Lets start with Java installation and followed by other subtasks. At the end of this post I believe we will in position to run "The most famous word count sample program" in our single node hadoop cluster.

Java installation in Ubuntu:-

Java installation in Ubuntu has been discussed separately Oracle JDK installation in Ubuntu. Follow this post and install Java in your system. If we have installed Java correctly in our system, execution of commad : "java - version" should display following output (JDK version and all might be different);.
zytham@ubuntu:~$ java -version 
java version "1.8.0_60"
Java(TM) SE Runtime Environment (build 1.8.0_60-b27)
Java HotSpot(TM) 64-Bit Server VM (build 25.60-b23, mixed mode)

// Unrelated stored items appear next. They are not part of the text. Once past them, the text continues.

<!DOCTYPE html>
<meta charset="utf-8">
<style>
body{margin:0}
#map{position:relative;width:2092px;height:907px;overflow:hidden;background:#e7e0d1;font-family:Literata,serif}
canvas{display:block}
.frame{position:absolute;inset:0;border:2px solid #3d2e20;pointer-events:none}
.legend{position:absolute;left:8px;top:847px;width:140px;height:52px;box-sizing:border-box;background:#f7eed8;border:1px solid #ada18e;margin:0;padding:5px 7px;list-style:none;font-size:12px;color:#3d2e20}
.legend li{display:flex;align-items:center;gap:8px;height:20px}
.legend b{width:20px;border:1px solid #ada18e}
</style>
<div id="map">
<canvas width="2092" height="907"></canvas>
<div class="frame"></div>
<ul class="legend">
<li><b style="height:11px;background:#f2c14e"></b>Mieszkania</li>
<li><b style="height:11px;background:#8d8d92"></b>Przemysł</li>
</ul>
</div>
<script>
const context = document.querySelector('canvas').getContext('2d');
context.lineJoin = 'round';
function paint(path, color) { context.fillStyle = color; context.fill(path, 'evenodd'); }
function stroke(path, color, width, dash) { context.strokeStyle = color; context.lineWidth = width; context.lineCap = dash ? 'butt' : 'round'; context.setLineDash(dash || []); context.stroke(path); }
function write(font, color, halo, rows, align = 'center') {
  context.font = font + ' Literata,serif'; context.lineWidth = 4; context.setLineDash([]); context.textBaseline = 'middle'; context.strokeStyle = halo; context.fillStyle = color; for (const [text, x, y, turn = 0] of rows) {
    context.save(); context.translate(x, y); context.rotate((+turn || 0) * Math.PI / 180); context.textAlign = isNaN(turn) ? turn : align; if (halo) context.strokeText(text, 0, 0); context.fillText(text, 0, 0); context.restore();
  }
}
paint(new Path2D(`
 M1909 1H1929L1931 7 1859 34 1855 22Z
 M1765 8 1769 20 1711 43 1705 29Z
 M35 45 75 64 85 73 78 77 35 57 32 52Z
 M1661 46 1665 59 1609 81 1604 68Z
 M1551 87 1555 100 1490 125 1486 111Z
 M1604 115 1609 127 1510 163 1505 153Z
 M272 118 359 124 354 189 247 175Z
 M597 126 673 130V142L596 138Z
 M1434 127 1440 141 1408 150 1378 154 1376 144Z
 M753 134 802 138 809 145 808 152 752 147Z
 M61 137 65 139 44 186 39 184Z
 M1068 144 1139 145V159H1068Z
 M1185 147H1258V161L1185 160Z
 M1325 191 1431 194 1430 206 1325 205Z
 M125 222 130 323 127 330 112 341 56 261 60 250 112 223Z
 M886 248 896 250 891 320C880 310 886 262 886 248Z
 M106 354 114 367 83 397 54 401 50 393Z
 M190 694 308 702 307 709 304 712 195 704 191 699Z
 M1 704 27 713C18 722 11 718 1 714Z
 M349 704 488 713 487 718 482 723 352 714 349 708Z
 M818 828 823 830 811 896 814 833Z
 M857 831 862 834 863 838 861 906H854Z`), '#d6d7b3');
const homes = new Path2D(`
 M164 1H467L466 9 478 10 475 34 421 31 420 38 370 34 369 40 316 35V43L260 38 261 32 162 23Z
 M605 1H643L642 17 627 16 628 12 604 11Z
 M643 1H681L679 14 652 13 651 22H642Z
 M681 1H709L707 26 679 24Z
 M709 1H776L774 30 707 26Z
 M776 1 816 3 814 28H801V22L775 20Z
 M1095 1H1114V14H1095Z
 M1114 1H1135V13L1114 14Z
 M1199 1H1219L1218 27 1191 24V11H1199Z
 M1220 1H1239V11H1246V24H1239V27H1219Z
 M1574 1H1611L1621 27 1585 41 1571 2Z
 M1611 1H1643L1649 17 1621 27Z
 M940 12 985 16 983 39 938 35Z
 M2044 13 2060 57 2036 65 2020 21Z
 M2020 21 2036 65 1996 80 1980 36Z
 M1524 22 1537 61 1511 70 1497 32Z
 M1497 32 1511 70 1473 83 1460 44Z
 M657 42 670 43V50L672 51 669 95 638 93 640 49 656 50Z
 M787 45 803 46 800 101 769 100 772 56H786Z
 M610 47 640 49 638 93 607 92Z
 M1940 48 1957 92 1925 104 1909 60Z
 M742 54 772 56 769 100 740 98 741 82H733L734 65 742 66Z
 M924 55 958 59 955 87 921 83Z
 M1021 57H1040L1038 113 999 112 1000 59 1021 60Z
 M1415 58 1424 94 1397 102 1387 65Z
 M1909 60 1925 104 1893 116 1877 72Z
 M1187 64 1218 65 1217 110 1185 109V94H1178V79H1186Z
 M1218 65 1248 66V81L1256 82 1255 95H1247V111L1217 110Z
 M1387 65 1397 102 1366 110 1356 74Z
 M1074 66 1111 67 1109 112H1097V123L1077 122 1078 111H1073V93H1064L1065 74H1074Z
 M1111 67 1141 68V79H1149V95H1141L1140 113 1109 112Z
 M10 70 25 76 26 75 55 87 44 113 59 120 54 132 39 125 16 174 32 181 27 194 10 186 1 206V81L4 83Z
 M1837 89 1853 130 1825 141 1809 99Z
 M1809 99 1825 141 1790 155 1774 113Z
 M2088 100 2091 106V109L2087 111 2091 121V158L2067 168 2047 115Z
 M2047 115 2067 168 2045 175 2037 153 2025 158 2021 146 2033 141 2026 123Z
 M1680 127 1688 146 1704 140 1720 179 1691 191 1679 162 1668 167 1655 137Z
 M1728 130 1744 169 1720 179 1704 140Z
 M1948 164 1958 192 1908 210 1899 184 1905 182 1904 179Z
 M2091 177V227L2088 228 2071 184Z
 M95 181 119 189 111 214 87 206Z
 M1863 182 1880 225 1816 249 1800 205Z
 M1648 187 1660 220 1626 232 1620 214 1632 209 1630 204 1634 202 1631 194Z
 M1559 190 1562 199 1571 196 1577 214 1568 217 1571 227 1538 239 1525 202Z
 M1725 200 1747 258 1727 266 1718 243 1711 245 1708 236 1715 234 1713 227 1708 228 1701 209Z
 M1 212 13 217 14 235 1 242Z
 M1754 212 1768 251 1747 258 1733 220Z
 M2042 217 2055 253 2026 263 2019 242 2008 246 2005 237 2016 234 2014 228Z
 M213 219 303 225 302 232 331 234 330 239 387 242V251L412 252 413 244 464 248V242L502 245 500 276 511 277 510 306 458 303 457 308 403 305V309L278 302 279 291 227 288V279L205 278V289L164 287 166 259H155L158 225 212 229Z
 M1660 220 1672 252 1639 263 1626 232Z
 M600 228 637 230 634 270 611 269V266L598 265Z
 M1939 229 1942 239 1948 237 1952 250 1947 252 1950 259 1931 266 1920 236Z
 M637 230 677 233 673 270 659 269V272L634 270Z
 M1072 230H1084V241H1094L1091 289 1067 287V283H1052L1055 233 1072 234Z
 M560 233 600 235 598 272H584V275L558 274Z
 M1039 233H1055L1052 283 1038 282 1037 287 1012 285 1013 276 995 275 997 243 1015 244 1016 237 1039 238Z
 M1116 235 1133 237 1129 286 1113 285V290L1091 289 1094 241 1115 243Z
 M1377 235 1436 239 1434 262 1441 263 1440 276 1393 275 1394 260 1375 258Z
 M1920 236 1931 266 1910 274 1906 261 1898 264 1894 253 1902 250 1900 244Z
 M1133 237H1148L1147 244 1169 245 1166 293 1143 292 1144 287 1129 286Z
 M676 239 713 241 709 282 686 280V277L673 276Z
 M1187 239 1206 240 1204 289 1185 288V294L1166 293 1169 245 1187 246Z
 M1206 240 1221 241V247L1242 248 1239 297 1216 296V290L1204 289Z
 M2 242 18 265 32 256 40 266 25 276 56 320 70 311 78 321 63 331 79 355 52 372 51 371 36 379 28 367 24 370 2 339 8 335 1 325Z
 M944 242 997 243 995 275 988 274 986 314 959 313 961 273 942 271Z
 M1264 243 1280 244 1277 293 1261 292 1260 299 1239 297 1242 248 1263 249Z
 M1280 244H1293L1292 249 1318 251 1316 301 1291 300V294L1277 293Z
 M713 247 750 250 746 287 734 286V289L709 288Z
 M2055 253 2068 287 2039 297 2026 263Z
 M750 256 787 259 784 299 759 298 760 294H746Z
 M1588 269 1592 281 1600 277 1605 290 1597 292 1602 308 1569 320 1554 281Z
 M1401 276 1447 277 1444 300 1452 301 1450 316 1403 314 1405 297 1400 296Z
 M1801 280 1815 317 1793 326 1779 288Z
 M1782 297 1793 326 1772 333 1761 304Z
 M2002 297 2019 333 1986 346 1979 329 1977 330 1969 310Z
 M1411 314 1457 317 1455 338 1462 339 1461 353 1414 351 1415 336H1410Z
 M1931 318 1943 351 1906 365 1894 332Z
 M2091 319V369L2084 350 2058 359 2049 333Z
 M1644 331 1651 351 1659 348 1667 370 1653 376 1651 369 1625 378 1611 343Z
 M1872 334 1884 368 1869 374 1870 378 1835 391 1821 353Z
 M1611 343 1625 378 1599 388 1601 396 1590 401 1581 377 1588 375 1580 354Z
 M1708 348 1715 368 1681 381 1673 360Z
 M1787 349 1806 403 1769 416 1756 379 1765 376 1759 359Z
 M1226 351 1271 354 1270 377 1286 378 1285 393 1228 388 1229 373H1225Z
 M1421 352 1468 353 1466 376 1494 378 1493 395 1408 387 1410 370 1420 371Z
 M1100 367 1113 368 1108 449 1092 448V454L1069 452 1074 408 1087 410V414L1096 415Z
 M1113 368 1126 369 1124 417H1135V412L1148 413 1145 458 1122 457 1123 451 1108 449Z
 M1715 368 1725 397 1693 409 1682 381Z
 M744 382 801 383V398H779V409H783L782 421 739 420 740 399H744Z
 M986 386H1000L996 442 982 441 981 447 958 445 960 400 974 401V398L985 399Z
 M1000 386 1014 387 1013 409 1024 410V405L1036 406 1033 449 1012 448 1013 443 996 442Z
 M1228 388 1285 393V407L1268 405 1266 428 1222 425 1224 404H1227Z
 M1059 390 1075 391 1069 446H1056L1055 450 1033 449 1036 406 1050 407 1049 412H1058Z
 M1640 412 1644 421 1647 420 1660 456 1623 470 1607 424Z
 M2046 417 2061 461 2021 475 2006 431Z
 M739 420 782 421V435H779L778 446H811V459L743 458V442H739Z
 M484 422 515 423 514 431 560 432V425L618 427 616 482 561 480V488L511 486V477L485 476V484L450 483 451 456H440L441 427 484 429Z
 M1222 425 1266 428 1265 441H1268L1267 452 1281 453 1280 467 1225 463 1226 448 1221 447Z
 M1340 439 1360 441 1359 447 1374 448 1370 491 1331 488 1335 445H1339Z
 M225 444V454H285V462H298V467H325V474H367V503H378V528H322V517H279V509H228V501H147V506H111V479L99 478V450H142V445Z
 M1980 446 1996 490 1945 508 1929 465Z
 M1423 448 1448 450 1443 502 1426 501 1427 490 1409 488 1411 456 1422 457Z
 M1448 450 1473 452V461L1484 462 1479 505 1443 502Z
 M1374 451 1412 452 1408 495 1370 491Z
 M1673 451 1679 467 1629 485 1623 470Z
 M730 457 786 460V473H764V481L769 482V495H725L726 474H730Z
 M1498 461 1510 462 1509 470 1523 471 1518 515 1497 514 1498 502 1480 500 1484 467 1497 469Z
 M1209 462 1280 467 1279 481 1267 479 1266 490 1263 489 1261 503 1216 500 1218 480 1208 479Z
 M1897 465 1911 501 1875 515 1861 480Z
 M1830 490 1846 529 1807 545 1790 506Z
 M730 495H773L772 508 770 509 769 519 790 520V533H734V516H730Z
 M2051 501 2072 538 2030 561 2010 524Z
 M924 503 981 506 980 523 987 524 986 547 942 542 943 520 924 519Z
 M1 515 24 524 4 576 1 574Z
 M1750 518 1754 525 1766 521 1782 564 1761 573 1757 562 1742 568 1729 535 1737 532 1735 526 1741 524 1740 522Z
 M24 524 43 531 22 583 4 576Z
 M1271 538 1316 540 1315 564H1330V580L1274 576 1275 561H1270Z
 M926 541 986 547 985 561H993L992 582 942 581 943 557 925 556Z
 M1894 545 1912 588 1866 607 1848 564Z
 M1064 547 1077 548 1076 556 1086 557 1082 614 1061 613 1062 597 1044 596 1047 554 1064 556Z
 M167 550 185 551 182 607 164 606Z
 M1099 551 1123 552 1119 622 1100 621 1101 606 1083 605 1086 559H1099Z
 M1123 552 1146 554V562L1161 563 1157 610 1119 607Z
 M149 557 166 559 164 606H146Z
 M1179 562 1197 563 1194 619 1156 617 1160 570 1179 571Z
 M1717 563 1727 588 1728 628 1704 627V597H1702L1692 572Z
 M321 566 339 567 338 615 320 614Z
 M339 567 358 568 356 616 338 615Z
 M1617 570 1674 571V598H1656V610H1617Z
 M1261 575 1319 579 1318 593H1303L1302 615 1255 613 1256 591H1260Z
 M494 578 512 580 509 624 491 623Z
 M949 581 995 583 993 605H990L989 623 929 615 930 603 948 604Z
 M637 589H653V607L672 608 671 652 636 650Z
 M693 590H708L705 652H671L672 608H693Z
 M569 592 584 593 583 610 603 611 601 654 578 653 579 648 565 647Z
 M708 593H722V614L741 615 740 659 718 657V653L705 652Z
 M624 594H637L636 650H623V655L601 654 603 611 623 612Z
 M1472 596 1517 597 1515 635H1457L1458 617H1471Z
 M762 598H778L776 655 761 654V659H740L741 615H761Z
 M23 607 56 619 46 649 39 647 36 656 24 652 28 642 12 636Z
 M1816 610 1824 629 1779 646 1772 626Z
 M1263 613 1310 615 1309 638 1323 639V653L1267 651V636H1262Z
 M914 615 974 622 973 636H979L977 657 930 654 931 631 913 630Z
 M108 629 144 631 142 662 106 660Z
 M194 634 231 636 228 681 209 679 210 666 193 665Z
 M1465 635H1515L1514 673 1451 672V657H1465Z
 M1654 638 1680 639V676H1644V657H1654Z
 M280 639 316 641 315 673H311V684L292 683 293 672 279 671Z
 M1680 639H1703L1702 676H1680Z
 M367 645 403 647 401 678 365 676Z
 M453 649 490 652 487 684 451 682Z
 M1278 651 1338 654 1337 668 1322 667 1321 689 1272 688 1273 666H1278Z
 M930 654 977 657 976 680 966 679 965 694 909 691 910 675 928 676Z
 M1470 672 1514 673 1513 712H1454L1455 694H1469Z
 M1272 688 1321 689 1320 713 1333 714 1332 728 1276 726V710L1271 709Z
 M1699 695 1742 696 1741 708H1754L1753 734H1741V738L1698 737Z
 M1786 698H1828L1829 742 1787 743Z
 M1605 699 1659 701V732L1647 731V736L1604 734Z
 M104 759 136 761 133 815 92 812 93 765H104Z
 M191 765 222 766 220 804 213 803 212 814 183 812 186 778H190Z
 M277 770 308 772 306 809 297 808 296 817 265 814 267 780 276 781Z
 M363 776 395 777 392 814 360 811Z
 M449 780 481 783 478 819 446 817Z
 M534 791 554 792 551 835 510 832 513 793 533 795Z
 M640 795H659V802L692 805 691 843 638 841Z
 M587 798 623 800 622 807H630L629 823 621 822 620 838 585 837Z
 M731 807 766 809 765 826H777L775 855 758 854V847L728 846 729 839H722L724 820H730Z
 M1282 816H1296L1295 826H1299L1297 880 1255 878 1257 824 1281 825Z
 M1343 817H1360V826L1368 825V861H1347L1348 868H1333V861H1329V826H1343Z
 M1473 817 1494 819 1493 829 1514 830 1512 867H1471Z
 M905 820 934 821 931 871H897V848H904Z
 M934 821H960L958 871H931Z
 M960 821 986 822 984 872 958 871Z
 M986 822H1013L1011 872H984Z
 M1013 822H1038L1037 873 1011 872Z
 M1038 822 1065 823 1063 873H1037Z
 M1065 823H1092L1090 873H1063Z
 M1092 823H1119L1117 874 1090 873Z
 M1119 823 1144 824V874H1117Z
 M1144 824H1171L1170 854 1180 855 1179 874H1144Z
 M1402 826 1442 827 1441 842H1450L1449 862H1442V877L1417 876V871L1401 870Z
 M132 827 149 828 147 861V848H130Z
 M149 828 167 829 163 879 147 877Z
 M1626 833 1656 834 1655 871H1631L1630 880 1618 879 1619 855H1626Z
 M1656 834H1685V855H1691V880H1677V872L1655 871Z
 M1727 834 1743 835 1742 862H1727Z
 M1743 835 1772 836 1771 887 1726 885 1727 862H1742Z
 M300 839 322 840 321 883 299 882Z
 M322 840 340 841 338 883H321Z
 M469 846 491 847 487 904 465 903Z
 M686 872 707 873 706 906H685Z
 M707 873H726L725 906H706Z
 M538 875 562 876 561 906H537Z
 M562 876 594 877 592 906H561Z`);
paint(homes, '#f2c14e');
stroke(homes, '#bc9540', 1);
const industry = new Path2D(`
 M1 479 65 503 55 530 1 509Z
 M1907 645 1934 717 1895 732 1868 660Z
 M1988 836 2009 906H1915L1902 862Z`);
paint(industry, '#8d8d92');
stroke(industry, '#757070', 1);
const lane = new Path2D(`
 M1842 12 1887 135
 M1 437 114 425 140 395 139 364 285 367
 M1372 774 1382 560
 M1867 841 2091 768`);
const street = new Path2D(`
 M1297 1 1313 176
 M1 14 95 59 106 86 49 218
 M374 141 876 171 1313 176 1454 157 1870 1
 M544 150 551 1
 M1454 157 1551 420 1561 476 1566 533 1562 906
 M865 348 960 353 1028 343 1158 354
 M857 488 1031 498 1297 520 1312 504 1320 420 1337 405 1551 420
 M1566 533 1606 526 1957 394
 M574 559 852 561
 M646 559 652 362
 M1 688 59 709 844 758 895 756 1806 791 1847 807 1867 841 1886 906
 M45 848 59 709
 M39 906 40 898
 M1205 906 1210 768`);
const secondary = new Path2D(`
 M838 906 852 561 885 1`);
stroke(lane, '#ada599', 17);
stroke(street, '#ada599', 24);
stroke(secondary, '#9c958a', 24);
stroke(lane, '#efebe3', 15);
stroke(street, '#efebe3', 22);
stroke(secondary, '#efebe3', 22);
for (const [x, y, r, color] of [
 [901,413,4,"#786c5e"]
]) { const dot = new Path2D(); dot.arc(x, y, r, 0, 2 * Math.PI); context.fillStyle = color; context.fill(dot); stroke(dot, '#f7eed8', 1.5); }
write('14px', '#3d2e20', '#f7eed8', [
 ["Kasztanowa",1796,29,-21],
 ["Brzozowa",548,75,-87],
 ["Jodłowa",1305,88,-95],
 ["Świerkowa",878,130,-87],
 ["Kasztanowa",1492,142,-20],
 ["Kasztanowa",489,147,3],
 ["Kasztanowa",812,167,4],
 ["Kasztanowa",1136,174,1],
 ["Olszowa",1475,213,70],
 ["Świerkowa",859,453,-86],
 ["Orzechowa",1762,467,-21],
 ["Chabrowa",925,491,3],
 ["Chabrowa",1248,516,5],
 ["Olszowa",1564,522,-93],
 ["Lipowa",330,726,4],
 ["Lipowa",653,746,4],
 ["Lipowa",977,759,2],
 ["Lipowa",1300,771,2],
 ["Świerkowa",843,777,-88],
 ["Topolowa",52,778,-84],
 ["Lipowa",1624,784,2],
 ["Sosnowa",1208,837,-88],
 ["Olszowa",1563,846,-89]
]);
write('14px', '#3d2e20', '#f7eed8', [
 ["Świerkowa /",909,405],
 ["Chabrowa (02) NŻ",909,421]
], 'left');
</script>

Create a dedicated Hadoop user:- 

It is recommended to use a dedicated Hadoop user account for running Hadoop because Hadoop
installation can be segregated from other software applications and user accounts running on the same machine. (Author Tom white in "Hadoop a definitive guide" advocates, it is good practice to create separate UNIX user for each hadoop processes and services- HDFS, MapReduce,YARN)
Here we will create a new user and run all services in that user context. First we create a group and add a new user in that group. Follow the following sequence of command execution.Remember, in order to create user and group ,we need to privileged user.
zytham@ubuntu:~$ sudo addgroup hadoop
[sudo] password for zytham: 
Adding group `hadoop' (GID 1001) ...
Done.
zytham@ubuntu:~$ sudo adduser --ingroup hadoop hduser1
Adding user `hduser1' ...
Adding new user `hduser1' (1001) with group `hadoop' ...
Creating home directory `/home/hduser1' ...
Copying files from `/etc/skel' ...
Enter new UNIX password: 
Retype new UNIX password: 
passwd: password updated successfully
Changing the user information for hduser1
Enter the new value, or press ENTER for the default
 Full Name []: HDUSER1
 Room Number []: 2
 Work Phone []: NA
 Home Phone []: NA
 Other []: NA
Is the information correct? [Y/n] Y
Here hduser1 is just a name of user, it can be any thing. The funny part is that all pages over the internet creates the hadoop user and  name it hduser. I want break this pseudo rule and created hadoop user hduser1.  (:P)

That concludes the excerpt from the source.